Auch Kinderaugen wollen vor Sonne geschützt werden

Auch Kinderaugen wollen vor Sonne geschützt werden

Foto: Kindersonnenbrillen, ©pexels.com
Wir sind vorsichtige Eltern oder Großeltern und schützen unseren Nachwuchs mit allen Mitteln. Selbstverständlich legen wir großen Wert auf einen passenden Kindersitz für das Auto oder Fahrrad, die Verwendung eines Fahrradhelms ist schon lange gang und gäbe und auch auf den Sonnenhut wird bei einer Wanderung oder einem Spaziergang nicht vergessen.

Wie sieht es jedoch mit dem Schutz der Augen aus, wenn die Sonne vom Himmel strahlt und Kinderaugen besonders gefährdet sind?

Damit unsere Sprösslinge nicht nur chic und cool durch die Gegend laufen, sondern auch optimal vor UV-Strahlung geschützt werden, sollte gerade bei Kindersonnenbrillen auf eine optimale Qualität geschaut werden.

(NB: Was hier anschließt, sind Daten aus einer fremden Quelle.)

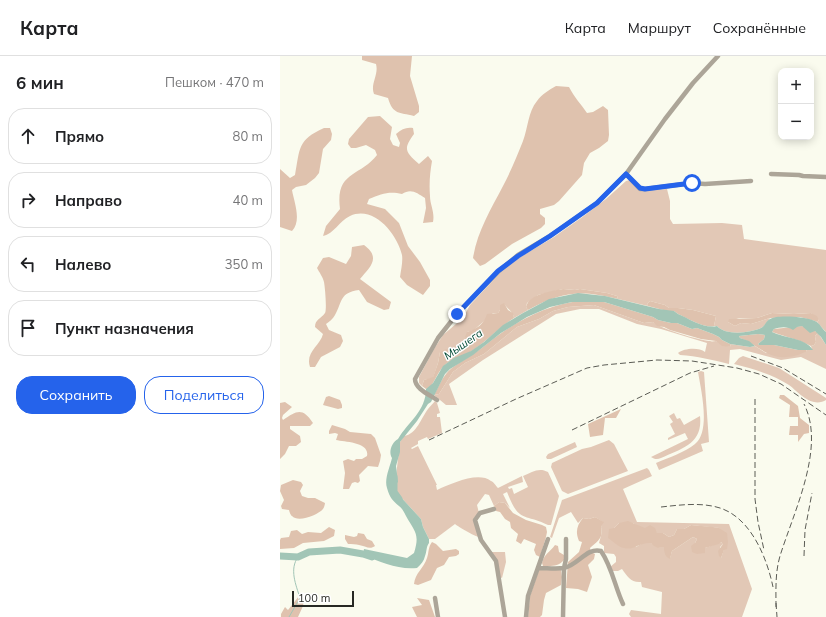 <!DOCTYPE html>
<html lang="ru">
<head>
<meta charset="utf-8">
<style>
	body { margin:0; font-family:Mulish,sans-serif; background:#f2f2f2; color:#202124 }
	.controls { position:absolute; right:12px; top:12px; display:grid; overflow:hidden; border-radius:8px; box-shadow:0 2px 10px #0003 }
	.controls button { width:36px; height:36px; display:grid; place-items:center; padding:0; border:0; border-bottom:1px solid #e0e0e0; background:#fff; color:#202124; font:20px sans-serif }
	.scale { position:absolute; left:12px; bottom:10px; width:62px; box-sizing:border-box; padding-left:4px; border:2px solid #272823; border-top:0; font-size:11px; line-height:14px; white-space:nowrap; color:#272823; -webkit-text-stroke:3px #fff; paint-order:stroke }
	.stop { position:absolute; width:12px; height:12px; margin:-9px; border:3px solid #2563eb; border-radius:50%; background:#fff }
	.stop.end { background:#2563eb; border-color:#fff; box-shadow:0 1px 4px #0008 }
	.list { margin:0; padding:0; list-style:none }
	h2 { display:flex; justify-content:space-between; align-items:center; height:52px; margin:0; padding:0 16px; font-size:17px }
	h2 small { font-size:13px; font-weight:400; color:#757577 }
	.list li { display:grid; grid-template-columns:26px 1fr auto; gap:12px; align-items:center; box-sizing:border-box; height:56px; margin:0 8px 8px; padding:0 8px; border:1px solid #e0e0e0; border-radius:16px }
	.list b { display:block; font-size:15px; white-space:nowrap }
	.list em { font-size:13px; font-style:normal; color:#757577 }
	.actions { display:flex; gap:8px; padding:12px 16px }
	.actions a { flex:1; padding:9px 0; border:1px solid #2563eb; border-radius:16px; text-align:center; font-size:14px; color:#2563eb }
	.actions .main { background:#2563eb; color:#fff }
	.icon { flex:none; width:22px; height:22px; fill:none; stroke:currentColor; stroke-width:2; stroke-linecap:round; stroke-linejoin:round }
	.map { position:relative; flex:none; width:546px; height:561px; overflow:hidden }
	header { display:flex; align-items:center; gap:24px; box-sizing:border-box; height:56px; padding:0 20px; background:#fff; border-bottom:1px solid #e0e0e0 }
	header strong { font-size:19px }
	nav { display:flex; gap:22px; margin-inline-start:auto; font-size:14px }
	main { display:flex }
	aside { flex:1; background:#fff }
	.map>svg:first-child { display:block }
</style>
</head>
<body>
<header>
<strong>Карта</strong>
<nav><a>Карта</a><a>Маршрут</a><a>Сохранённые</a></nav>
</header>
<main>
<aside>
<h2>6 мин<small>Пешком · 470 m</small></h2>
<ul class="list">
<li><svg class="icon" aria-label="ahead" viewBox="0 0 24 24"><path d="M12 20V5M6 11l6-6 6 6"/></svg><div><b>Прямо</b></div><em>80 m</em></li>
<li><svg class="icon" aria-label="right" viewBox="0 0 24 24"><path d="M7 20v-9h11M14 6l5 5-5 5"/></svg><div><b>Направо</b></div><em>40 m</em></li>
<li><svg class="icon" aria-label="left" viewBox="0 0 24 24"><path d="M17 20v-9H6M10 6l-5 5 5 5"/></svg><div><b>Налево</b></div><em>350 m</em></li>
<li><svg class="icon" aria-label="arrive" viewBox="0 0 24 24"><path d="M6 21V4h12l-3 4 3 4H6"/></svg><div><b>Пункт назначения</b></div></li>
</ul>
<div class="actions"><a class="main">Сохранить</a><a>Поделиться</a></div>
</aside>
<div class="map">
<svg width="546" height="561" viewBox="0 0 546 561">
	<rect width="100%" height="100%" fill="#fafbee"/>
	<!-- green -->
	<path fill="#e2c8b6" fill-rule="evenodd" d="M 350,124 L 362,135 L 387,133 L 390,145 L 390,163 L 393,168 L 442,167 L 462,169 L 464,183 L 546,194 L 546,276 L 537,266 L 539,264 L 531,257 L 514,258 L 492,257 L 477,262 L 459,262 L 448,266 L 455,270 L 461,267 L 471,268 L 490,262 C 487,266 485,270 481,272 C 470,277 446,280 437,270 L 434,270 L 436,260 L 413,254 L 398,252 L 389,252 L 385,249 L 370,245 L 367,248 L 368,250 L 338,243 L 337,240 L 327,237 L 300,233 L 295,234 L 283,233 L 258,239 L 247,247 L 246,251 L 248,254 L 234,262 C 233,256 228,253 224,248 L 218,257 L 213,257 L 194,274 L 187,276 L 188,282 C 177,294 177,297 160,296 L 158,307 L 153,322 L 144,324 L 142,330 L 139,327 L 139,321 L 154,293 L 163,279 L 183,262 L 190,249 L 220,217 L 237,203 L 274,181 L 301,162 L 326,143 L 346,125 Z
		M 314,249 L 364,267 L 373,266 C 381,273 418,284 430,285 C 432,286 434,285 436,285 C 441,287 446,290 451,291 L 450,288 L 470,291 L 475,290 L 486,297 L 523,296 L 527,296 L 526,293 L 532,294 L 531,290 L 534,289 L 536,286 L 535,280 L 538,277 L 546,289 L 546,313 L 521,301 L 501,304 L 460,293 L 450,294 L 449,308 C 433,304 417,300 400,299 L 398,297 C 404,292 419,291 425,296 L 427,287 L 381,273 L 357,268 L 319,253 L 300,253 L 276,258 L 203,304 L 169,328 L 177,349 L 166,349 L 154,339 L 159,338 L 173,316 L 185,307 L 204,298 L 237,271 L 259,263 L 273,255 L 288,251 Z
		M 463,300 L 499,312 L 546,342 L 546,344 C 543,346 538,347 534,346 C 524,344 517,335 509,329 C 492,318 473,313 454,308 L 459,302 Z
		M 421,315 L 424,316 L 429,386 L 421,388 L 423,395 L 379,414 L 376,407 C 388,402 405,396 415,388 C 431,375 421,334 418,316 Z
		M 155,345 L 157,347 L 160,357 L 157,358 L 157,361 L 160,361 L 162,377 L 148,383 L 147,381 L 138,385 L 138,388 L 131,392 L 132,393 L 138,390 L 157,429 L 156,429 L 157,434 C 171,428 198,415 211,425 C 214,426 216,430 218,432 L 242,420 L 243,426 L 228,431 L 229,433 L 232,432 L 234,438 L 248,431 L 243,420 C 252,416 259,411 268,416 L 279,440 L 271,469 L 268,469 C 243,457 239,467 227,436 L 223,438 L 230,452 L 225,447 L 219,446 L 214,450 L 209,439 L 205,438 L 197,449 L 199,457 L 194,462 L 199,481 C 194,480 179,471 175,468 L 155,483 L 149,483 L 143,471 L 141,463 L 118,438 L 114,436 L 113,433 L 116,420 L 120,386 L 124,380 C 137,378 141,362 148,353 C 150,350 153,348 155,345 Z
		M 394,357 L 397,363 L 400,362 L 404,369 L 420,360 C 423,388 402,392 381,402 C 377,404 374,403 371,401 L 408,383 L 405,377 L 388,384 L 388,382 L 395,378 L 390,368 L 393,366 L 389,360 Z
		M 329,384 L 334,388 L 348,415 L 288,438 L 282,435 L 271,411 L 272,407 L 302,393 L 311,391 Z
		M 295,386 L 297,391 L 271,403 L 267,403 L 266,401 L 268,398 Z
		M 367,412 L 369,414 L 372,420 L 343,433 L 357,466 L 449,468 L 472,533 L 462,561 L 351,561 L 349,558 L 351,554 L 381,558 L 382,536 L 362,531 L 361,526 C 351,527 347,520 342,513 L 338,515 L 332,515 L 330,511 L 336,506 L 336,501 L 334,498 L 324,497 L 324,490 L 319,487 L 322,476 L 321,471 L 323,466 L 315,461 L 309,463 L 303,462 L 298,467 L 291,456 L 279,462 L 272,482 L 270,481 L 282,444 ZM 339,467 L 353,467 L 359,471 L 377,477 L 383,477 L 389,481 L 394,479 L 397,473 L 404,473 L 411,469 L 439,472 L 444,493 L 441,502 L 440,491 L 443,488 L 441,486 L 425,492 L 415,487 L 417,483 L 413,481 L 392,495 L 390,502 L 384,491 L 371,487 L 364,486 L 356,491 L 333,484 L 334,472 Z
		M 209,494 L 212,496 L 225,496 L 226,506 L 222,522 L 220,521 L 217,505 Z"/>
	<!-- forest -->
	<path fill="#dfc2ae" d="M 82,0 L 132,0 L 130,20 L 139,50 L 139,56 L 134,60 C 119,56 113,59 108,42 L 94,38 C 90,28 99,19 96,8 L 82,4 Z
		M 276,30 L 289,31 C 294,41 301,48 307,57 L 313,56 L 323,50 L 328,54 L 329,79 L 328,85 L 319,92 L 310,97 L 304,107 L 302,119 L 279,145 L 274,149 L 260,153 L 260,158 L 265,162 L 265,168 L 261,172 L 232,188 L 205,208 L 200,210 L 193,202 C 197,176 211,153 223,130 C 231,115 237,100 243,85 C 248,72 248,56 257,45 C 262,38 269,34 276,30 Z
		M 100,60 L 112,71 L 110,83 L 113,89 L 119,91 L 120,87 L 116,78 C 122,73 126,71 133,72 L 134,78 C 123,93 125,96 139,108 L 148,100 L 152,105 C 150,116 149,128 150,140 C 150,149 155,156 153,166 L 143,167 L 146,152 L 145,142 C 137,137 131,132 122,138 C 109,135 101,138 89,143 L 87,148 L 105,153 L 119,167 L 128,190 L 140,206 L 150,224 L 150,230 L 143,239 L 127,229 L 120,221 C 121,214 123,206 122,199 C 117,178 94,149 70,160 C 59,165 54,178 43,180 L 46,170 L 60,153 C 55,115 80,121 97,99 L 95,94 L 86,89 L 76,92 L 71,92 L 68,88 L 69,83 L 88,61 Z
		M 44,72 L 50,72 L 52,78 L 51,84 L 43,93 L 39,117 L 35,122 L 26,129 L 16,131 L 12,134 C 14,146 22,164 12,175 L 0,171 L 0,113 L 10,122 L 15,119 C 20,93 17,84 44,72 Z
		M 84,189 C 102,202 89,212 80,223 L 111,246 L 109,253 L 104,254 L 87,246 L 79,234 C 59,237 63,245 55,259 C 53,263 49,266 46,268 L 49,274 L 61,279 L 63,285 L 60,291 L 41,301 L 35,311 L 30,311 C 25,296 40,290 43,278 L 35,271 C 35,263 41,263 45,257 C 47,253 45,231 44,226 C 43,221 39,216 37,212 L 43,202 L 49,201 L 66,208 L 71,200 L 72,191 Z
		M 283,233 L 295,234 L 300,233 L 327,237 L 337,240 L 338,243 C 301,234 282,235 248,254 L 246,251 C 249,238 271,235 283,233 Z
		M 302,245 L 324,246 L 373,261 L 378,264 L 391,267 L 397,267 L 412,273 L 417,272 L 433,278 L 439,281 L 442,284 L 450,288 L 451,291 L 442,290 L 436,285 L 421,283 L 390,274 L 384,271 L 377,270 L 373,266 L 364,267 L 314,249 L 288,251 L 273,255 L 259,263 L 237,271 L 204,298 L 185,307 L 173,316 L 159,338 L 154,339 C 158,332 161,324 166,318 C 172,310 185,304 193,298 C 203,292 211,284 220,278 C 244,261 273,247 302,245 Z
		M 370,245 L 385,249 L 389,252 L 398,252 L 413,254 L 436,260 L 434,270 C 425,273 407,262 398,258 L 394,255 L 387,255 L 368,250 L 367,248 Z
		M 224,247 L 228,254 L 233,257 L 234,262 C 218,272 206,286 190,296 C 181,301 170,303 163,311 C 157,317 155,326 149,332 L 146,333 L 142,330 L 144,324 L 153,321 L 158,307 L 160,296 L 166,293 L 171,296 L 178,293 L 188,283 L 185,281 L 187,276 C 197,273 204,268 207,258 L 218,257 L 220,254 L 220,249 Z
		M 492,257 L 514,258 L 531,257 L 537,260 L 539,264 L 537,266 L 535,265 L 520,261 L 490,262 L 471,268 L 461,267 L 455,270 L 448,266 L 449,263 L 477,262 Z
		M 522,270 L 535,275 L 538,277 L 535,280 L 536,286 L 534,289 L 531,290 L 520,285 L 492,276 L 494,273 Z
		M 478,278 L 485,279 L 484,283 L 478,288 L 479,289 L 494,289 L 518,294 L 526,293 L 527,296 C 523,296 522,298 518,299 C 514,300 510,301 506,301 C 488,303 475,287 460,282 L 459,280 Z
		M 500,339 L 504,339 L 518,350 L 520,362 L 529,369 L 529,377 L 524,378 L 518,386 L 518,379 L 509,379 L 510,370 L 518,370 L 518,361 L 509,361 L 510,349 L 499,342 Z
		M 49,340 L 60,344 L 62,349 L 62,352 L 58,353 L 43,349 L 46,341 Z
		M 5,346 L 12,351 L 3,359 L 2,362 L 3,364 C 17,355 22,351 33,367 L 30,370 L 10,370 L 10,373 L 20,380 L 21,386 L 16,390 L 9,390 L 5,398 L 0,403 L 0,347 Z
		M 341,353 L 336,362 L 325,362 L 323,379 L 310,381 L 308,368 Z
		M 52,369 L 65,373 L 70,376 L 91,378 L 95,382 L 101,399 L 100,405 L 98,411 L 88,410 L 79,419 L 80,425 L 78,427 L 75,426 L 72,427 L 69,433 L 63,433 L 65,417 L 63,405 L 68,403 L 74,405 L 76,403 L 82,403 L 87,400 C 90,386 65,386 56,384 L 58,378 L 55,377 L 49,378 L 49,375 Z
		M 13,424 L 21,426 L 23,429 L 20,435 L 22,440 L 28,442 L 35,442 L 45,447 C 45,448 44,452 43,453 C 38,459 18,467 12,460 C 11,460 9,455 9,454 L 2,453 L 1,450 L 4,444 L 0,435 L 1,429 Z
		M 219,446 L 225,447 L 233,457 L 246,464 L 262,469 L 266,471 L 267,476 L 266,481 L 260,501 L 256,499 L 254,494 L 256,488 L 244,483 L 241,488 L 236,485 L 238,478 L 231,472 L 230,466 L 225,463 L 220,456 L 216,455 L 214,450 Z
		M 315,461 L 324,466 L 321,471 C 324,482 317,486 310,492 L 311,496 L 315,498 L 314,503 L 308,509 L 312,521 L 307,536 L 298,533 L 286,532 L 288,506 L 299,496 L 302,486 L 299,485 C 295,476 297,469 303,462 L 309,463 Z
		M 348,465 L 365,472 L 370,469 L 375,472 L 377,477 L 383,477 L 389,481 L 394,479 L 397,473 L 404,473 L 411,469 L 433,471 L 439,472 L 447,477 L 448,486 L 447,493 L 444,494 L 441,502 L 439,500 L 438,495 L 443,488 L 441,486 L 439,488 L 425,492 L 425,497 L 417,498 L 412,496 L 411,490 L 415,487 L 417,483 L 413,481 L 392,495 L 390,503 C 385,501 384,496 384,491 L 380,491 L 378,492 L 374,490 L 371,487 C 359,486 354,495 344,492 C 338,491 333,485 328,482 L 329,473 L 334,472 L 339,467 Z
		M 49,471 L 55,474 L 54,480 L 44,485 L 23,487 L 14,492 L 0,493 L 0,484 L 1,482 L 9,481 L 11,475 L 17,474 L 22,478 L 28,476 L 41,477 Z
		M 78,477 L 84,478 L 87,483 L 92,485 L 95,490 C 90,494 85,490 79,489 C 76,488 72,488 68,488 L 65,483 L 65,479 L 74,481 L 77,480 Z
		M 152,486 L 156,488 L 163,495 L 176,493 L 179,495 L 179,498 L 176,500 L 169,501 L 164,509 L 157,512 L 151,524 L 138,529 L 134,528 C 135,517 144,512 147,502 C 149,496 148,491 152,486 Z
		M 275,489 L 278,490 L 279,496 L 284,499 L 284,504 C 278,511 272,510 263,510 L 262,507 C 264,498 270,496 275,489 Z
		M 259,514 L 281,514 L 282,521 L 281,529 L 266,537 L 264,544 L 262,559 L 260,561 L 248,561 L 250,540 Z
		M 19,540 L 21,540 L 24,544 L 23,550 L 18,561 L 1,561 L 1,558 L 5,551 L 8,554 Z
		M 137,542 L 149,544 L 155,561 L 137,561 L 132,551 L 142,549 Z"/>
	<!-- water -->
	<path fill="#a2c5b6" d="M 298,237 L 325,240 L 379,253 L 394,255 L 398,258 C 410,263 424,273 437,270 C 446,280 470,277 481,272 C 485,270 486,265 490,263 C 497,258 528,261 535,265 C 540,267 542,273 546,276 L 546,289 L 541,281 L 535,275 L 530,277 L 522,270 L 517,271 L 513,274 C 508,270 500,271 494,273 L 492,276 C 504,282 526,282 533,294 L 518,294 L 494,289 L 479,289 L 478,288 L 484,283 L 485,279 L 478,278 L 459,280 L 460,282 L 469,285 L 475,290 L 470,291 L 450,288 L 442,284 L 439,281 L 433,278 L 417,272 L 412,273 L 397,267 L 391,267 L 378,264 L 373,261 L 324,246 L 292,246 L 270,251 L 247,261 L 221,277 L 193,299 L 170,313 L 165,318 L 151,346 L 148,348 L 137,365 L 120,386 L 120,396 L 116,410 L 118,426 C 113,430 111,435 118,438 L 141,463 L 143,471 L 149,483 L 149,487 C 146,491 147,495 145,500 C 144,505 141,508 137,512 C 118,514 101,506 83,499 L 84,493 L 127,502 L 134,497 C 140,478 135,476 126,460 C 124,456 122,452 119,450 C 112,444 110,442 107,432 C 104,423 110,411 112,402 C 108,396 112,386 118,383 C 128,366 146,355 146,333 L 153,327 L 163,310 L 174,302 L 191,295 L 204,286 L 223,269 L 243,257 L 269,243 Z"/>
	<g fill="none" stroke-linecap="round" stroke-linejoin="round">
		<!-- stream -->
		<path stroke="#a2c5b6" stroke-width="1" d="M 9,561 L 20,542 C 16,529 9,513 18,501"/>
		<!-- river -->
		<path stroke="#a2c5b6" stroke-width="7" d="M 114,421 L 114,436 L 119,443
			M 0,500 L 18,501 L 29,496 L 60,494 L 83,498 L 92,501"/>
		<!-- street -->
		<path stroke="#aca598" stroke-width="4.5" d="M 346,118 L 360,133 L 365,133 L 412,127 L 425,128 L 471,125
			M 491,118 L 519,119 L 523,120 L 546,121
			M 157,344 C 150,339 135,333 135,323 L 158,282 L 177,258 L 219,215 L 238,199 L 270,180 L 317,147 L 346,118 L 385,63 L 413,27 L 438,0
			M 214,453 L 200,457 L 195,464 L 201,484 L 216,505 L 225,561
			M 258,512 C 267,512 276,513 284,512 C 298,509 307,491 321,495 C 332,511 335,531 343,548
			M 155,542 L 158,561
			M 246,561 L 248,540 L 268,483
			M 283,561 L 284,512 L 286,503 L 286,483"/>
		<!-- rail -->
		<path stroke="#5b5c55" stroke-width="1" stroke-dasharray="6 3" stroke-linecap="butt" d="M 471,300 L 503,312 L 546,338
			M 475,343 L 475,443 L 478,466 L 484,494
			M 292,374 L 410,317 L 434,310
			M 149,384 L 236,343 L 307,312 L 324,309 L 377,304 L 412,305 L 457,312 L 479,318 L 501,328 L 546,359
			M 381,451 C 400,449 421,446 440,452 C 471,462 487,502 493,531
			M 524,500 L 525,474 L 532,437
			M 496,547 L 497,561
			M 496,551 C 496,534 495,517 500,500 C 514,455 546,391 524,348"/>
	</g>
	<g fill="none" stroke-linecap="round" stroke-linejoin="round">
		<!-- route -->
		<path stroke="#2563eb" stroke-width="5" d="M 177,258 L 218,215 L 238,200 L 270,180 L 317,147 L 346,118 L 360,132 L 365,133 L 412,127"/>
	</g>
	<g text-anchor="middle" stroke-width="3" stroke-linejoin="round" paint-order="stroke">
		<!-- water labels -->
		<g font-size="11" font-style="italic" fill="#004833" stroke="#fff">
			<text transform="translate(183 288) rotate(-35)" y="4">Мышега</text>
		</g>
	</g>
</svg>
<div class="controls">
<button>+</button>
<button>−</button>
</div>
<div class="scale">100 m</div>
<div class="stop" style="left:412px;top:127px"></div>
<div class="stop end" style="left:177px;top:258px"></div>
</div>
</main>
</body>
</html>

Gerade Kinderaugen, so Markus Gschweidl, Bundesinnungsmeister der Augenoptiker und Optometristen, sind besonders empfindlich gegenüber den Auswirkungen, weil bei ihnen der natürliche Schutz noch nicht ausreichend entwickelt ist. Zudem bemerken Kinder oft viel später als Erwachsene, so Gschweidl weiter, dass ihre Augen durch die Sonneneinwirkung belastet ist.

Vielen Eltern achten bereits darauf, dass die Brille das CE-Zeichen trägt und damit den EU-Sicherheitsanforderungen entspricht und die Bezeichnung UV 400 aufweist. Oft wird jedoch übersehen, dass zwar die Kunststoffgläser keine UV-Strahlung durchlassen, aber das seitlich einfallende Licht die Kinderaugen trifft.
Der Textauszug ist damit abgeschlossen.